The mom in question was pushing a baby in a stroller with a toddler in tow when user @dosmamasttadopt was asked to give up a table she was saving for her and her wife. But she declined and asked other members of the forum if she was in the wrong for doing so.
She relayed her story: "So my wife and I (same sex couple) are on holiday, we went for a walk this morning and ended up at a tea room where we stopped for cream tea and scones. The tea room was next to a river/stream and the courtyard had one side of picnic tables with umbrellas in the sun over looking the river (good tables) and then another side of the courtyard in the shade were small metal two seater tables (crap tables)."
"We walked in with our dogs and nabbed the last picnic table. Behind our table was a 2m empty gap where the entrance wall/archway was (this is important). My wife went into order. I sat messing on my phone. A lady with a toddler and a sleeping baby in a buggy came into the courtyard had a look around, there were no picnic tables left so she went back through the archway in the direction of the tea room."
The Mumsnet user went on "About 10 seconds later she came back in and asked if I could move tables so she could sit with her toddler and baby, her husband was inside ordering. I said my wife is inside ordering it's not just me here. She asked how many of us were there? I said it's me,my wife and my dogs are under the table (asleep)."
"She asked again there are four of us and only two of you, it would be really helpful because the baby is asleep and I can put the buggy behind us in the gap and watch her. I said I'm really sorry but no this is a really nice spot that's why we chose it. It was gorgeous, the sun was shining, perfect shade under the umbrella and the river was flowing."
"I was getting more embarrassed and felt like a crank. An older couple a few tables down offered their table and they would move to the two-seater. She said no she specifically needs this table for the buggy to be out of the way and so she could sit and be next to the baby as she slept."
"I again kind of shrugged and said I'm sorry but no we aren't moving. She shook her head at me looked around the courtyard a bit longer and then grabbed the toddler/buggy and left."
"My wife came back with the food, I told her what happened and she was chuffed that I stood my ground. I was too full of adrenaline to really enjoy the scones or even the nice picnic table, flowing river and sunshine. I was fuming that I was put in that position."
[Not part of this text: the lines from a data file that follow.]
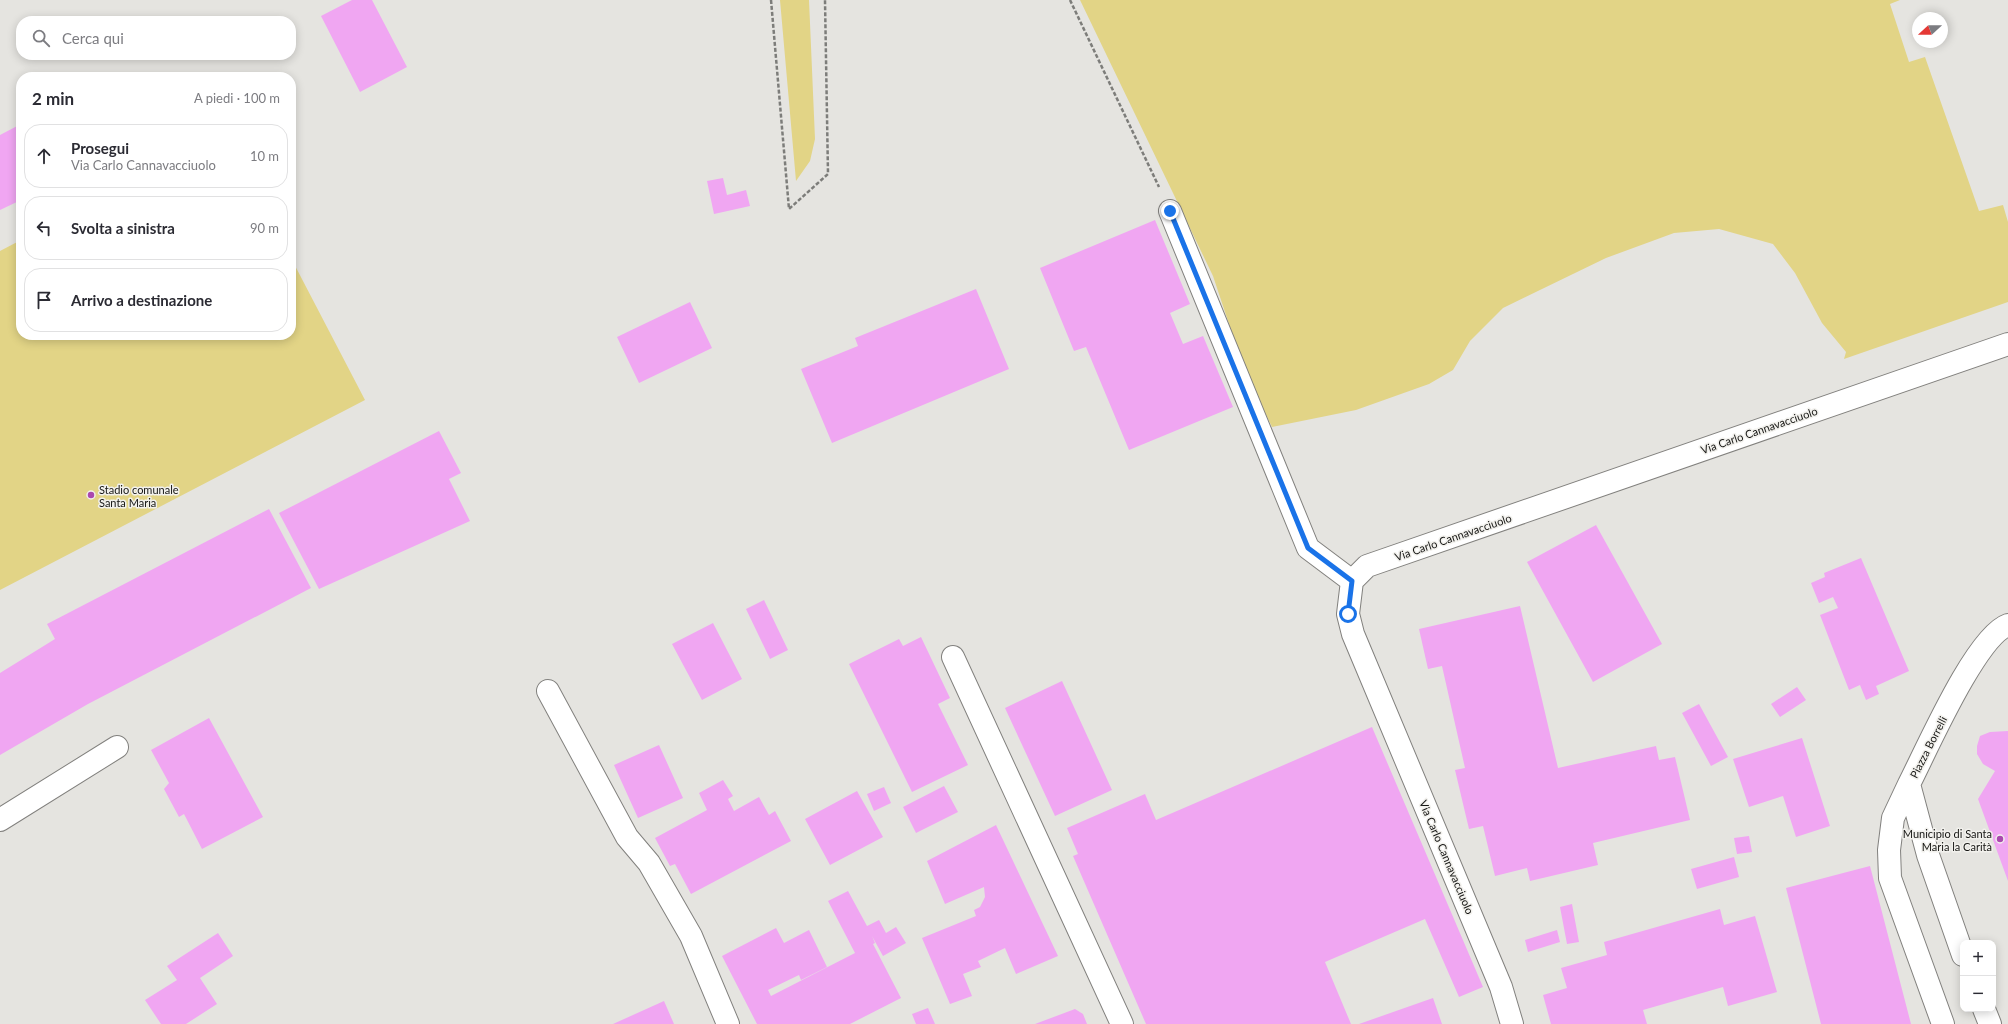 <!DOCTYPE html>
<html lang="it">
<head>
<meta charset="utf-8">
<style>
  body { margin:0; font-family:Lato,sans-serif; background:#f2f2f3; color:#2b2b33 }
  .controls { position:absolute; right:12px; bottom:12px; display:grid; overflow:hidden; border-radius:8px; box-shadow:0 2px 10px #0003 }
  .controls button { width:36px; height:36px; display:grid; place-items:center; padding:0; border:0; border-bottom:1px solid #e1e1e2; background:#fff; color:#2b2b33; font:20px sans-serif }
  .compass { position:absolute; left:1912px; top:12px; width:36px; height:36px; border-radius:50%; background:#fff; box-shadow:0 2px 10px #0003; rotate:249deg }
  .stop { position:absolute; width:12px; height:12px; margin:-9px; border:3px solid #1a73e8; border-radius:50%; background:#fff }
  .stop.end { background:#1a73e8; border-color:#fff; box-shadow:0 1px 4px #0008 }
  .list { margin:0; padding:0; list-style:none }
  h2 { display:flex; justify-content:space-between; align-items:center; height:52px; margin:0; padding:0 16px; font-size:17px }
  h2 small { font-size:13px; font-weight:400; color:#7c7c81 }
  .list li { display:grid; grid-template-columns:26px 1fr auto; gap:12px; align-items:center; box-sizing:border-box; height:64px; margin:0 8px 8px; padding:0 8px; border:1px solid #e1e1e2; border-radius:16px }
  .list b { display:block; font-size:15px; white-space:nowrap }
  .list p { margin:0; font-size:13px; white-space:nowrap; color:#7c7c81 }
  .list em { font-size:13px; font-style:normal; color:#7c7c81 }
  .icon { flex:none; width:22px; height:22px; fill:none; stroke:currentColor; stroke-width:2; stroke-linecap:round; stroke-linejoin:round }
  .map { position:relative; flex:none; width:2008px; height:1024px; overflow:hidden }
  .search { position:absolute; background:#fff; box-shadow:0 2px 10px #0003; left:16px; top:16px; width:280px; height:44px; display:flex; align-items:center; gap:10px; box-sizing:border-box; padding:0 14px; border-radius:16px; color:#7c7c81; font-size:15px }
  .panel { position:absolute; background:#fff; box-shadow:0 2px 10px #0003; left:16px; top:72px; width:280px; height:268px; border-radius:16px }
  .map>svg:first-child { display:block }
  .green { fill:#e2d486 }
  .building { fill:#f0a6f2 }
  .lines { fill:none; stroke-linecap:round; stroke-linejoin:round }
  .minor-casing { stroke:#82817e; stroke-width:24 }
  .path { stroke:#7d7d7a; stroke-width:2.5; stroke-dasharray:4 2; stroke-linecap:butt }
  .minor { stroke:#fff; stroke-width:22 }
  .route { stroke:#1a73e8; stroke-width:5 }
  .poi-dot { fill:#aa48af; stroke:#f2f1ed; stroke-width:1.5 }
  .labels { text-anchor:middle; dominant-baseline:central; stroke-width:3; stroke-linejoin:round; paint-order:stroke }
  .street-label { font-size:11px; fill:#151513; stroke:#f2f1ed }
  .poi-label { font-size:11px; fill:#151513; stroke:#f2f1ed; text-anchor:start }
</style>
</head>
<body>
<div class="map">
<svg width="2008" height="1024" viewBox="0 0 2008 1024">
  <rect width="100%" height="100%" fill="#e5e4e0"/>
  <!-- green -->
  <path class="green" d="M780 0H809L815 139 810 161 796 181Z
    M1080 0H1900L1890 4 1909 62 1925 57 1979 211 2003 205 2008 222V302L1844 359 1846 352 1822 323 1795 273 1773 244 1719 229 1674 233 1606 258 1503 308 1470 341 1453 370 1429 384 1356 410 1272 427 1246 375 1213 276Z
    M21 240V335H291V258L365 400 0 590V251Z"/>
  <!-- building -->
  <path class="building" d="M352 0H372L407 67 360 92 321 16Z
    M21 124V200L0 210V135Z
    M723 178 727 195 746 190 750 206 714 214 707 181Z
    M1155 220 1190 304 1170 313 1183 344 1203 336 1233 407 1129 450 1086 347 1074 351 1040 268Z
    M976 289 1009 369 832 443 801 369 858 346 855 338Z
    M690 302 712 348 639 383 617 337Z
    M439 431 461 473 449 479 470 521 319 589 279 513Z
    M269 509 311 588 88 704 0 755V673L55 639 47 624Z
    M1596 525 1662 644 1593 682 1527 562Z
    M1861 558 1909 671 1876 686 1879 694 1866 700 1860 685 1849 690 1820 615 1838 608 1833 597 1819 603 1811 583 1825 577 1824 573Z
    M764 600 788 650 770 659 746 609Z
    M1520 606 1558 768 1656 746 1659 760 1675 757 1690 820 1593 843 1598 865 1530 881 1527 868 1495 876 1483 826 1469 829 1455 770 1465 768 1442 666 1428 669 1419 629Z
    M713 623 742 679 702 700 672 644Z
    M921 637 950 698 938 704 968 765 912 792 849 664 899 639 903 646Z
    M1062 681 1112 790 1055 816 1005 708Z
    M1797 687 1806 700 1780 717 1771 704Z
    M1699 704 1728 757 1711 766 1682 713Z
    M209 718 263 817 202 849 184 814 179 817 164 789 169 783 151 750Z
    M1372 727 1483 987 1459 997 1425 919 1325 962 1351 1024H1146L1073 856 1078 854 1067 828 1145 794 1156 820Z
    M2008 731V881L1978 799 1995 771 1983 764 1977 754V746L1980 736 1990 732Z
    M1802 738 1830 826 1796 837 1783 796 1749 807 1733 759Z
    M659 745 683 798 638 818 614 765Z
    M723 780 733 796 728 799 734 811 759 797 769 815 775 811 791 841 691 894 675 864 670 866 655 838 707 810 699 793Z
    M944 786 958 812 916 833 903 807Z
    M884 787 891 803 874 811 867 794Z
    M857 791 883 837 830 865 805 819Z
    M996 825 1058 956 1016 974 1005 948 978 961 981 967 963 974 972 996 950 1004 922 938 976 916 974 910 980 907 985 897 984 887 945 904 927 861Z
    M1749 836 1752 852 1737 854 1734 838Z
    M1734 857 1739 877 1697 889 1691 869Z
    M1870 866 1911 1024H1821L1786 888Z
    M848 891 867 926 879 920 886 933 896 927 906 943 883 956 872 936 875 943 873 944 901 998 850 1024H757L722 956 776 928 784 943 809 930 827 967 801 980 799 975 768 990 771 996 855 953 828 901Z
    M1572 904 1579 942 1567 944 1560 907Z
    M1720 909 1724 925 1755 916 1777 992 1728 1006 1723 987 1643 1010 1647 1024H1551L1543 995 1567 988 1561 968 1607 955 1604 942Z
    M1557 930 1560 942 1528 952 1525 940Z
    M218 933 233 956 200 978 217 1004 186 1024H161L145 1000 177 980 167 966Z
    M1433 998 1442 1024H1359Z
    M664 1001 674 1024H613Z
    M928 1008 935 1024H916L912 1014Z
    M1075 1009 1083 1014 1087 1024H1035Z"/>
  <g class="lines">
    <defs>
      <path id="minor" d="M1170 211 1308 548 1352 581
        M953 657 1122 1024
        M548 691 627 837 649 863 691 936 728 1024
        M1909 784 1893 818 1889 850 1890 878 1943 1024
        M0 820 117 747
        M1963 955 1928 855 1909 784C1926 751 1976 636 2008 625
        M1984 1009 1990 1024
        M1512 1024 1501 987 1353 634 1348 614 1352 581 1367 566 2008 344"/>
    </defs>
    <!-- minor casing -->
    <use href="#minor" class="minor-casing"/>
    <!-- path -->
    <path class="path" d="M771 0 789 209 828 174 825 0
      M1070 0 1159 187"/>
    <!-- minor -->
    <use href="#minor" class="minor"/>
  </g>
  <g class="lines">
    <!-- route -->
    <path class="route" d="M1170 211 1308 548 1352 581 1348 614"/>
  </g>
  <!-- markers -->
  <g class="poi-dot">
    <circle cx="91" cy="495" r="4"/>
    <circle cx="2000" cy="839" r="4"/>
  </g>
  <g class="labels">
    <!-- street labels -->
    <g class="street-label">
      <text transform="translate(1759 430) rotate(-19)">Via Carlo Cannavacciuolo</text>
      <text transform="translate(1453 537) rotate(-19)">Via Carlo Cannavacciuolo</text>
      <text transform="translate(1928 747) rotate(-63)">Piazza Borrelli</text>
      <text transform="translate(1447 857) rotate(67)">Via Carlo Cannavacciuolo</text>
    </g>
    <!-- poi labels -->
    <g class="poi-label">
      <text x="99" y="489">Stadio comunale<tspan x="99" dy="13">Santa Maria</tspan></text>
      <text x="1992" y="833" text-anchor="end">Municipio di Santa<tspan x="1992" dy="13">Maria la Carità</tspan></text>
    </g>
  </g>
</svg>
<div class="controls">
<button>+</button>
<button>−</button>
</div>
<svg class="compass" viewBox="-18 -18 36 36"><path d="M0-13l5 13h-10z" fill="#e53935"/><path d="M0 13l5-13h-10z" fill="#7c7c81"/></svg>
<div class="stop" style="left:1348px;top:614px"></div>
<div class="stop end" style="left:1170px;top:211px"></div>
<div class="search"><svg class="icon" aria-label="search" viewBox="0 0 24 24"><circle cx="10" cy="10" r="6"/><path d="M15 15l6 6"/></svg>Cerca qui</div>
<section class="panel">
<h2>2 min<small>A piedi · 100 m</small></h2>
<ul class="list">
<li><svg class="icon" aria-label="ahead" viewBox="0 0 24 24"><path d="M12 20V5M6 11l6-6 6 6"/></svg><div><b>Prosegui</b><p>Via Carlo Cannavacciuolo</p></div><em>10 m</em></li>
<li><svg class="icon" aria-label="left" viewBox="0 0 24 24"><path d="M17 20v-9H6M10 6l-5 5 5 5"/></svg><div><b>Svolta a sinistra</b></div><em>90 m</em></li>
<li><svg class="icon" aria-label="arrive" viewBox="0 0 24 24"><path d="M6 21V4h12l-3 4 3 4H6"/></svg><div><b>Arrivo a destinazione</b></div></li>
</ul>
</section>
</div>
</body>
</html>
"Two childless women are pretty much invisible in societies eyes and it really annoyed me. We are childless because of infertility and it stings to be thought of as unworthy of that experience because a mum and baby walked in and thought they had more of a right to that picnic table than us. Although Im sure it's not that deep."
She continued, "We passed her out the front on the way out she was at a picnic table but it was in the shade next to the carpark. The baby was still asleep and buggy was right next to their table out of the way. So she actually got what she wanted anyway."
She continued, "If that's what is was, or if it was the entire sunshine/river view she wanted. She just fumed/stared at us as we passed, she obviously pointed us out to her husband who looked around at us but didn't really let on."
OP wanted to know if she was in the wrong for not giving up the seat and folks had differing opinions in the comments section of her post.
Some users called the mom "rude and entitled" and speculated that the situation would've been much different if she was a man seated at the table. Others said that she was right to stand her ground to the stranger, children or not.
Others thought that she was conflating her sexual orientation with the story in an attempt to make it seem like she was unjustly targeted without any type of evidence/merit to suggest she was the target of discrimination. The same user said that if they were in the same position then they would've most likely just moved.
However, according to OP, this detail was absolutely relevant, as she said this was "the second time it's happened" on her vacation and seeing children is a sore subject for her and her wife because her spouse suffered a miscarriage.
And then there were others who said that while they would've probably moved for the mom that OP was entirely in the right to decline the woman seating at the table.
What do you think? Should OP have just bit the bullet and moved her seat? Or should the mom not expect other people to acquiesce to her requests because she decided to have children?